(Records from a dataset)
Segment Open
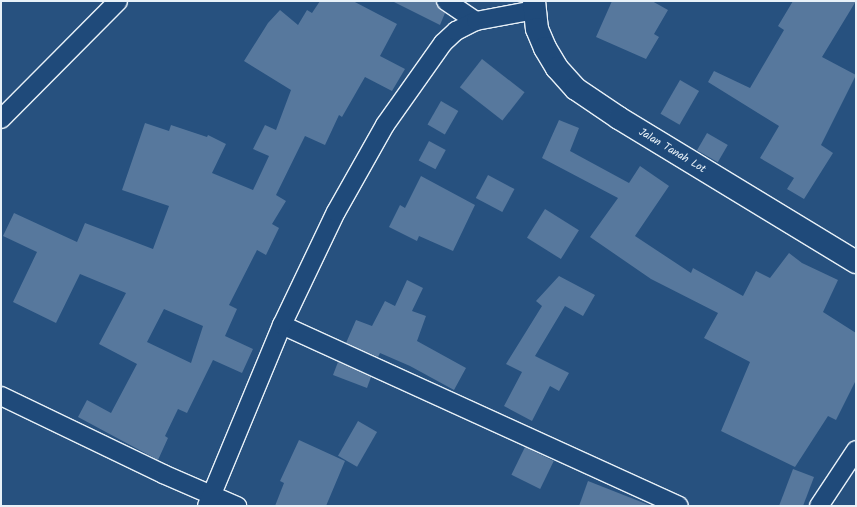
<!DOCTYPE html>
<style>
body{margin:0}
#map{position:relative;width:857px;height:507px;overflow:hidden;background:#27517f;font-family:Kalam,sans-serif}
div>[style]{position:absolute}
.building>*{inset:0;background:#57789d;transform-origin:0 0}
.roads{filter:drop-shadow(1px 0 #e8f1f8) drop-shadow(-1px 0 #e8f1f8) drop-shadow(0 1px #e8f1f8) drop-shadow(0 -1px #e8f1f8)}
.minor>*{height:18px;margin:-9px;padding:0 9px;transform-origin:9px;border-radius:9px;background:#1f4a7a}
.secondary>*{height:22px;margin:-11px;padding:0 11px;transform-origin:11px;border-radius:11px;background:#1f4a7a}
span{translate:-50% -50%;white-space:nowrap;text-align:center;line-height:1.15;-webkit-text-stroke:4px #1f4a7a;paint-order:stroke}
.street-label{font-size:11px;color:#e8f1f8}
.frame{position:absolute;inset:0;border:2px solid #e8f1f8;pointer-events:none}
</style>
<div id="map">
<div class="building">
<i style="clip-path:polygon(evenodd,320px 1px,353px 1px,397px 24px,380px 56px,405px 69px,392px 91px,365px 77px,342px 117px,339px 115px,325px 145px,305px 136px,276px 195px,286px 201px,272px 224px,279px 228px,266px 255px,257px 250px,229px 305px,237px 309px,225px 336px,253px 349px,242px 373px,213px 360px,187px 413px,178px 409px,165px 436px,168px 438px,158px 460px,78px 417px,87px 400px,111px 413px,137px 364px,99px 344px,126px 293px,80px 274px,56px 323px,13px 302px,37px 252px,3px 236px,14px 213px,77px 242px,85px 223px,153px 249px,169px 206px,122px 190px,145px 123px,169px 131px,171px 125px,207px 137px,208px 135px,226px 144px,212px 173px,253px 190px,269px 156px,253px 149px,265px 125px,276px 130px,291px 90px,244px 61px,268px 23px,280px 10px,298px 25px,307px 10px,312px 13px,320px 1px,164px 309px,203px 326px,191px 363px,147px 342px,164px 309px)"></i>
<i style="clip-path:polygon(392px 1px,436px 1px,437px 6px,445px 13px,440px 25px)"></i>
<i style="clip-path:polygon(612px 1px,652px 1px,668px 10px,654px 34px,659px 37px,646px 59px,596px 37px)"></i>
<i style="clip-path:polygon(793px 1px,856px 1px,822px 57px,856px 75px,821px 145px,833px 153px,804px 199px,787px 189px,794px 178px,760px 158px,779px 126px,708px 82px,714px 71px,750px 88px,784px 30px,778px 26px)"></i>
<i style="left:482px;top:59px;width:54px;height:36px;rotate:38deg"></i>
<i style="left:680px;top:80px;width:22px;height:39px;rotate:30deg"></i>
<i style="left:441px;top:101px;width:20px;height:27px;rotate:30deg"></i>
<i style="clip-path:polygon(559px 120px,579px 128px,570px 151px,629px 183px,640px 166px,669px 186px,635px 236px,691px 273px,693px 268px,743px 296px,756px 271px,770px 278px,789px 253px,802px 263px,838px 280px,823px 312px,856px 333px,856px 380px,836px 420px,828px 416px,795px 467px,721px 431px,750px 362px,704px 338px,718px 313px,651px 279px,590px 237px,618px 198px,542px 158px)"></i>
<i style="left:707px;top:133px;width:24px;height:20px;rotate:30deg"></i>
<i style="left:429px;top:141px;width:19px;height:22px;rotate:28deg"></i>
<i style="left:488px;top:175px;width:30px;height:26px;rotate:28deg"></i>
<i style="clip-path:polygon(421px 176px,475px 205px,453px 251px,419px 236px,417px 241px,389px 227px,400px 205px,405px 208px)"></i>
<i style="left:545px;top:209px;width:40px;height:34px;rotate:32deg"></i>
<i style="clip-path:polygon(559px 276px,595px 295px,583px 316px,565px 306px,535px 356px,569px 373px,559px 391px,550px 386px,532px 421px,504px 406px,522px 372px,506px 364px,542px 306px,536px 301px)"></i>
<i style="clip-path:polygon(407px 280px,423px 288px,412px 311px,426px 316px,417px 341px,466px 368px,454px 390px,410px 366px,380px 353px,378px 357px,346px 343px,356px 320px,372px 326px,385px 301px,395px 306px)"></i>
<i style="clip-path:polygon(338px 362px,371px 377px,367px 388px,333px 375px)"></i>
<i style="left:358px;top:421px;width:22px;height:40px;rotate:30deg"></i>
<i style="clip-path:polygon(299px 440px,345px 461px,326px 506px,275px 506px,284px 483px,280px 481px)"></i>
<i style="left:525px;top:447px;width:32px;height:31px;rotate:26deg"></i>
<i style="clip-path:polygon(793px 469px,814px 477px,803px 506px,779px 506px)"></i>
<i style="clip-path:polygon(588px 481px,649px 505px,649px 506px,579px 506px)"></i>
</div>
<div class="roads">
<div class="minor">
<i style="left:446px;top:1px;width:36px;rotate:34deg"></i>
<i style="left:1px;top:119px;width:166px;rotate:-45.2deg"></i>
<i style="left:282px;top:325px;width:436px;rotate:24.5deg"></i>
<i style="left:1px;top:396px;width:180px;rotate:25.7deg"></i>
<i style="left:163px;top:474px;width:81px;rotate:23.4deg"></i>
<i style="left:207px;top:506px;width:196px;rotate:-67.5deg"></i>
<i style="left:282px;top:325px;width:125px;rotate:-64.5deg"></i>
<i style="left:336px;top:212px;width:100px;rotate:-60.6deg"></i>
<i style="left:385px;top:125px;width:100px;rotate:-54.7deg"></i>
<i style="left:443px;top:43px;width:18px;rotate:-43deg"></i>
<i style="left:456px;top:31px;width:22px;rotate:-27deg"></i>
<i style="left:476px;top:21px;width:59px;rotate:-10.7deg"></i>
<i style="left:819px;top:506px;width:67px;rotate:-56.5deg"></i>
</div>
<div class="secondary">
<i style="left:534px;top:1px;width:28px;rotate:84deg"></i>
<i style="left:537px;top:29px;width:21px;rotate:67deg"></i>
<i style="left:545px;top:48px;width:23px;rotate:59deg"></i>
<i style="left:557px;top:68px;width:28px;rotate:48deg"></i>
<i style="left:576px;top:89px;width:52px;rotate:34deg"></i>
<i style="left:619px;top:118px;width:277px;rotate:31.3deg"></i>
</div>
</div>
<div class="street-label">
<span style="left:672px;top:151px;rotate:31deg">Jalan Tanah Lot</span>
</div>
<div class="frame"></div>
</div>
Segment Closed
* _TASK OBJECTIVE_:
Could the lines from the first entry through the line that contains "0 #e8f1f8) drop-shadow(-1px" be copied exactly, with all pictures left out?

* _YOUR SOLUTION_:
<!DOCTYPE html>
<style>
body{margin:0}
#map{position:relative;width:857px;height:507px;overflow:hidden;background:#27517f;font-family:Kalam,sans-serif}
div>[style]{position:absolute}
.building>*{inset:0;background:#57789d;transform-origin:0 0}
.roads{filter:drop-shadow(1px 0 #e8f1f8) drop-shadow(-1px 0 #e8f1f8) drop-shadow(0 1px #e8f1f8) drop-shadow(0 -1px #e8f1f8)}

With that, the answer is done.